AIM OF THE TASK -> Scan the data below for the string "canvas". Show every line where it turns up.
DATA SHOWN START
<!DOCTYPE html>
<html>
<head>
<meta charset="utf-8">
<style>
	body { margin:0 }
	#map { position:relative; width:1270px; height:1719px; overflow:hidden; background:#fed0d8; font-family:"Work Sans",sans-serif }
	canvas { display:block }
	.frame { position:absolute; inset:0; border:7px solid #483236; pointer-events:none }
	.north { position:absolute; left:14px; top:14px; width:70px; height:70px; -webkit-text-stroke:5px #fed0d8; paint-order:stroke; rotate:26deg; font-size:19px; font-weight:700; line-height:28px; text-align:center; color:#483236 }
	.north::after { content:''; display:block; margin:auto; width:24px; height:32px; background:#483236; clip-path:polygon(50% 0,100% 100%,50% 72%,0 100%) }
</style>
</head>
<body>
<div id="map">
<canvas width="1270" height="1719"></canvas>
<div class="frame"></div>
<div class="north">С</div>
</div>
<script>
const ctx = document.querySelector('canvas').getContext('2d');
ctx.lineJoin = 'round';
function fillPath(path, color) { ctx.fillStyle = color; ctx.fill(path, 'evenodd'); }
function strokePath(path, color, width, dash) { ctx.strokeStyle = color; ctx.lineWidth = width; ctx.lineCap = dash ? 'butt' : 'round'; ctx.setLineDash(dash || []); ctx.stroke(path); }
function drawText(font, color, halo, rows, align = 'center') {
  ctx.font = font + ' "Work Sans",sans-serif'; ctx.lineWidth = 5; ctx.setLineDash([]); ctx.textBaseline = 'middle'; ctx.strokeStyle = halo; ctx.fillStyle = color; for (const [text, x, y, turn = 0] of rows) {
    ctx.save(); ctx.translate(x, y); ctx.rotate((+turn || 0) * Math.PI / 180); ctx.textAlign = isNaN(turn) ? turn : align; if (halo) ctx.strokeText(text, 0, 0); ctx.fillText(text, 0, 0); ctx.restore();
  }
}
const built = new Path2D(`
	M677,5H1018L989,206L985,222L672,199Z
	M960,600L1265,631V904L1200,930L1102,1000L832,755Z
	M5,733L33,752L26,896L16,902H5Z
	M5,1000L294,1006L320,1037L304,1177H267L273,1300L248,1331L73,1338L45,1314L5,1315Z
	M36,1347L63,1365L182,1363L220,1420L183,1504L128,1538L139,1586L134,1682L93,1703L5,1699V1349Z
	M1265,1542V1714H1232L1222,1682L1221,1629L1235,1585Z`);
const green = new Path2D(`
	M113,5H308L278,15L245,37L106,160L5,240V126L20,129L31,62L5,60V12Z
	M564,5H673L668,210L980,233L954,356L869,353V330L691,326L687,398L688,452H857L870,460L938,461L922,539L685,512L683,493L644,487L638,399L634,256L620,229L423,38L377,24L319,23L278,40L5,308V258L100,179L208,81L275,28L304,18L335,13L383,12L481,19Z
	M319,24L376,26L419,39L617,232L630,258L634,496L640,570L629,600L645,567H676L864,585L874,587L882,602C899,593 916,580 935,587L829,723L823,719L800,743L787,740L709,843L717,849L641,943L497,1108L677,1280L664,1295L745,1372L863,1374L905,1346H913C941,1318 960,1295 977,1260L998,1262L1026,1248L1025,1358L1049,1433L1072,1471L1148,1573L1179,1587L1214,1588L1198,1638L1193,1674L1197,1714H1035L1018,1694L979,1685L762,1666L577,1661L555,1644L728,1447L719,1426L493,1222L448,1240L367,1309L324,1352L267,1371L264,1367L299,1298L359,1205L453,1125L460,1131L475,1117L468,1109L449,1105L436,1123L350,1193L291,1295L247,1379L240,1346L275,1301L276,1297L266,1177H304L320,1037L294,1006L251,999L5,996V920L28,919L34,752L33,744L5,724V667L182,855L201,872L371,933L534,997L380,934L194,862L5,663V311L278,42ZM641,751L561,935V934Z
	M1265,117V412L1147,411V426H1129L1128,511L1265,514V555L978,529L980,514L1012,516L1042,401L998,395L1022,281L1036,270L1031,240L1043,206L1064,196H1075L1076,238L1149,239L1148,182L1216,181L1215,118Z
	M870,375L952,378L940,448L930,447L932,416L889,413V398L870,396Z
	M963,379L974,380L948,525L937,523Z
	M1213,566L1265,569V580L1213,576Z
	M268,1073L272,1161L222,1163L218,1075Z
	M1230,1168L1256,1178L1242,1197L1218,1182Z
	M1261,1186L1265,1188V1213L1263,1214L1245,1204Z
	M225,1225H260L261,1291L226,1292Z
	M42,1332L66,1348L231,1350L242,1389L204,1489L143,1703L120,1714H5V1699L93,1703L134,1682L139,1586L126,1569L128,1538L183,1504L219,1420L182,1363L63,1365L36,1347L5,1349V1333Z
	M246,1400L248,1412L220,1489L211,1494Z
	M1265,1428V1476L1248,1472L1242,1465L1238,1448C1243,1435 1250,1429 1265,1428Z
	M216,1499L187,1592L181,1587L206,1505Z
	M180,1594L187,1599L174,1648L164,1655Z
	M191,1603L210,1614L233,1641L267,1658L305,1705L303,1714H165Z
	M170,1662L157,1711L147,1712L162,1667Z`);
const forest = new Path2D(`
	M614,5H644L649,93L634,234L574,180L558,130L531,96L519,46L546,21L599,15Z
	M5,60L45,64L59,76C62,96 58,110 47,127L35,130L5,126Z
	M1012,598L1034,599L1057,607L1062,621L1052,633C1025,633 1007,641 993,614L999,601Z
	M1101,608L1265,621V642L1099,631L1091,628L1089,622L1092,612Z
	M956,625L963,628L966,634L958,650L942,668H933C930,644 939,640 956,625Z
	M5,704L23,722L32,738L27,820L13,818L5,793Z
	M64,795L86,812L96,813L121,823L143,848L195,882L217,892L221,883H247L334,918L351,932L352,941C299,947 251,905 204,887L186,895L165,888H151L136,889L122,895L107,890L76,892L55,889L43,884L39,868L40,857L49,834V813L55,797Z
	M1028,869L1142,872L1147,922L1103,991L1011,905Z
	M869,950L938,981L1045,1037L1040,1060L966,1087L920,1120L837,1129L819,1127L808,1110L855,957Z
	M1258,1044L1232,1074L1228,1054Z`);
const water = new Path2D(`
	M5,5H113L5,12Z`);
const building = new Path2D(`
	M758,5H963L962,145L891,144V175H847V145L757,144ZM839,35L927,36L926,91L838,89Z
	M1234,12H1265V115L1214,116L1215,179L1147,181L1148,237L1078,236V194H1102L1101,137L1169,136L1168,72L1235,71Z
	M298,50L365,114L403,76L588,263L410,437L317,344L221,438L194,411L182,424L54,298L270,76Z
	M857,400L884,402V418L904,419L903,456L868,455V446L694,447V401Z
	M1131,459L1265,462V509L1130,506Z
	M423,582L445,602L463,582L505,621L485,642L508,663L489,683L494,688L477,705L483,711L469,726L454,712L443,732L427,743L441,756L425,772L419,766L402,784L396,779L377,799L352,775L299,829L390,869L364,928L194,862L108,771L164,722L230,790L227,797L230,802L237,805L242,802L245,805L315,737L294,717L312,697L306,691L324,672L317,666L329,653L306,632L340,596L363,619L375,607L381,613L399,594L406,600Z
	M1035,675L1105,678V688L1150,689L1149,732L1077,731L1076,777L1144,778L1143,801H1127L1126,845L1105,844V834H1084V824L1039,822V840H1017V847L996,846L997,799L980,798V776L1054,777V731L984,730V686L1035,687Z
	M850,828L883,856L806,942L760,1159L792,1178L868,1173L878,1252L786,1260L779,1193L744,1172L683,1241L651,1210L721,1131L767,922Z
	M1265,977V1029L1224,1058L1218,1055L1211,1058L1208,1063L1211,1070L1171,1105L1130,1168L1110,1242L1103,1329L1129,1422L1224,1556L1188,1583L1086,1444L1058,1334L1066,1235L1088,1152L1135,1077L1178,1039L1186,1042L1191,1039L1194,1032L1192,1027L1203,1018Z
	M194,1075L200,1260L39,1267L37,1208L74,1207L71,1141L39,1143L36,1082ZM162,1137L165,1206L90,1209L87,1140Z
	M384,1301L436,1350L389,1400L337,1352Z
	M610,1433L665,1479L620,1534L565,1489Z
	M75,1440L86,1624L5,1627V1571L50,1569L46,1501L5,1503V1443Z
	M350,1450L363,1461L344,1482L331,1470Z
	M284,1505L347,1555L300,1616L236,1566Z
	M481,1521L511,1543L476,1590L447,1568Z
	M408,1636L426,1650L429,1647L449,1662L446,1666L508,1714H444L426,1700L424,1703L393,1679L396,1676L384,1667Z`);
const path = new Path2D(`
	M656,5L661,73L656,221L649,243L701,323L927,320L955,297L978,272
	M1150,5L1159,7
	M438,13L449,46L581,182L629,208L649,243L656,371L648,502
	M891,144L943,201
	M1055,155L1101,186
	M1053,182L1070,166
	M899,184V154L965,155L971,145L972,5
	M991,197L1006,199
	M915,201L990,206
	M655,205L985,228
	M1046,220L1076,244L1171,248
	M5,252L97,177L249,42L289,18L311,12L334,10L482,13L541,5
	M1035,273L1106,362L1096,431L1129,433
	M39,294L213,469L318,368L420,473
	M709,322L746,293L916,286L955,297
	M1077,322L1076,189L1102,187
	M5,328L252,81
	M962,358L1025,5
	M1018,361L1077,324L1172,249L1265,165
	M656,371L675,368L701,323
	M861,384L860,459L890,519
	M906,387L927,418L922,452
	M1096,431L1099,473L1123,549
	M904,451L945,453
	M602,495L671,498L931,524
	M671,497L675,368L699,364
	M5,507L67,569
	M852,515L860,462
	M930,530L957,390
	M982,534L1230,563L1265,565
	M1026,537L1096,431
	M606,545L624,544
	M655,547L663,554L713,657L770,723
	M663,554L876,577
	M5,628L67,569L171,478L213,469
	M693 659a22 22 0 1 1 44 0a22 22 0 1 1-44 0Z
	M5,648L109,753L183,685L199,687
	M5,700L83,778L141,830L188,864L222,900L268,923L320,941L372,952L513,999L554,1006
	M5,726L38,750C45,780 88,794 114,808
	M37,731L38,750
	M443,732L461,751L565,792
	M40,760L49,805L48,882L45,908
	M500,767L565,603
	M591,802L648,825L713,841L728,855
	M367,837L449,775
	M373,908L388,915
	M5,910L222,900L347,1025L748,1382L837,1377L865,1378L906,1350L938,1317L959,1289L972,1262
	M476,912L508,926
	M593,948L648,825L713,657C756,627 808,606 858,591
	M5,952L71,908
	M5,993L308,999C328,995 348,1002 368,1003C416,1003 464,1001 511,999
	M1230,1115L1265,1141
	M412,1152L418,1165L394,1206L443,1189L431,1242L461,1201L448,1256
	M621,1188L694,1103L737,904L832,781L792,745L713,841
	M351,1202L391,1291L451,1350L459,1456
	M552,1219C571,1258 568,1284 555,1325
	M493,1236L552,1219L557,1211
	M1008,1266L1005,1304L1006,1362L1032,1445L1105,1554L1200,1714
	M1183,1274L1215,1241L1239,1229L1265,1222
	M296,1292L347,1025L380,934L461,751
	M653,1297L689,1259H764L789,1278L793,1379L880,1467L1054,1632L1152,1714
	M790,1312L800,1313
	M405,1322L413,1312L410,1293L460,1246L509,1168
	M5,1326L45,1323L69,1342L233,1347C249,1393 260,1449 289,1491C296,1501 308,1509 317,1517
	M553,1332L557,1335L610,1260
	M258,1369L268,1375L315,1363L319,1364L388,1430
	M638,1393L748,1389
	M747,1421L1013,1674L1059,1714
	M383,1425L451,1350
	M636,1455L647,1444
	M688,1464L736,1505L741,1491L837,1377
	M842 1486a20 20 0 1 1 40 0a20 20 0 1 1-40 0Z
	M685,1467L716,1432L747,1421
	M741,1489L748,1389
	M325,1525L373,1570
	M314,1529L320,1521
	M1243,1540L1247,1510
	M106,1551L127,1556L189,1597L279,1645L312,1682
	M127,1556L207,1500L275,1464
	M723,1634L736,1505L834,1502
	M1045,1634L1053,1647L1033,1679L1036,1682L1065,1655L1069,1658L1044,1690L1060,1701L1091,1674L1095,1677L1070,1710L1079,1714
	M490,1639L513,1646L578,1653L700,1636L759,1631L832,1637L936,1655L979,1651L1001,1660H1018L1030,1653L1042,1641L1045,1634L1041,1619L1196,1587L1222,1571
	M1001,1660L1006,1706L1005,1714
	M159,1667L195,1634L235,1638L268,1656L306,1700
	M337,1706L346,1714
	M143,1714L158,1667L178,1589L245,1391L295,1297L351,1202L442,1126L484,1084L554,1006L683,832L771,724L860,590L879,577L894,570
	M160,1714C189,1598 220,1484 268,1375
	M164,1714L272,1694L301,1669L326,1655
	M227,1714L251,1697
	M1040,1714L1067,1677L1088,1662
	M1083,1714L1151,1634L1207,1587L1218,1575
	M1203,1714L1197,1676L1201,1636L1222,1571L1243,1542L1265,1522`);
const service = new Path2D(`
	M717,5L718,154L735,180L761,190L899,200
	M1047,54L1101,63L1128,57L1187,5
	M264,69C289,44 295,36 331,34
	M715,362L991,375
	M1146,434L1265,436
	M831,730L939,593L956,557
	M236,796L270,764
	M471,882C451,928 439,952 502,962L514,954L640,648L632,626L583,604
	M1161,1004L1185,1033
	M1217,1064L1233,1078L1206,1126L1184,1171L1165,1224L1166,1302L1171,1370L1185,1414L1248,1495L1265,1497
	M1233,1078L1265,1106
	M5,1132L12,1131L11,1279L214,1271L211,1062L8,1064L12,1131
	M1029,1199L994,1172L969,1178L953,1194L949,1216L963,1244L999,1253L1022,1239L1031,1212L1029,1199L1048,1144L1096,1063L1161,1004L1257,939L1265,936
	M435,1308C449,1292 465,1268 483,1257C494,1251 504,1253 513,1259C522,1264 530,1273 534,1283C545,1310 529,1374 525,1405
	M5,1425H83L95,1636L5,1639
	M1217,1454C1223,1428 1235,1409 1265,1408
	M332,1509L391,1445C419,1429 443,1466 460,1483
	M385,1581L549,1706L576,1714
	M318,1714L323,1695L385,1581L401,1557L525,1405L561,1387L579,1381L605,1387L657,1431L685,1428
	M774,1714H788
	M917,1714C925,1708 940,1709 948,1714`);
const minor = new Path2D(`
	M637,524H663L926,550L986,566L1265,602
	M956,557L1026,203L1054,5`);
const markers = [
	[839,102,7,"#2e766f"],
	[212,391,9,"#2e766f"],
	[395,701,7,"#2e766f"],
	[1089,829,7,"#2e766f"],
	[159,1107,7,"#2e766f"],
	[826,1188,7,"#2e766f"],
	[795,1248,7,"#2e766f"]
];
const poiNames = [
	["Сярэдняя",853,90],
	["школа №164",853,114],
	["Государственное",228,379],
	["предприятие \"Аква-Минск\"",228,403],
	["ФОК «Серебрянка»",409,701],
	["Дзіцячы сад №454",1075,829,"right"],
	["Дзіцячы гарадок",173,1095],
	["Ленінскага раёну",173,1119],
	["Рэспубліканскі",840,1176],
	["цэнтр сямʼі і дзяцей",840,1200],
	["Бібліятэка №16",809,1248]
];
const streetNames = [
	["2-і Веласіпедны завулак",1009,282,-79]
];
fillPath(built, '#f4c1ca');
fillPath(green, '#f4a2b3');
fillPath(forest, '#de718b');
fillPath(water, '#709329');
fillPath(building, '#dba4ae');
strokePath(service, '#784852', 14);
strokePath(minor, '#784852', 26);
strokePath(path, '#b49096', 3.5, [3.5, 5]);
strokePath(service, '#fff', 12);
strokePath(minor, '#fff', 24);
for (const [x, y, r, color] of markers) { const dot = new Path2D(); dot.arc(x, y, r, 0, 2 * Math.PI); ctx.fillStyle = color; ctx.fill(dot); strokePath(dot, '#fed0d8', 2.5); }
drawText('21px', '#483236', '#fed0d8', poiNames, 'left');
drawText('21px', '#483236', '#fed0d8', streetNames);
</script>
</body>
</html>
DATA SHOWN END
FINAL ANSWER ->
	canvas { display:block }
<canvas width="1270" height="1719"></canvas>
const ctx = document.querySelector('canvas').getContext('2d');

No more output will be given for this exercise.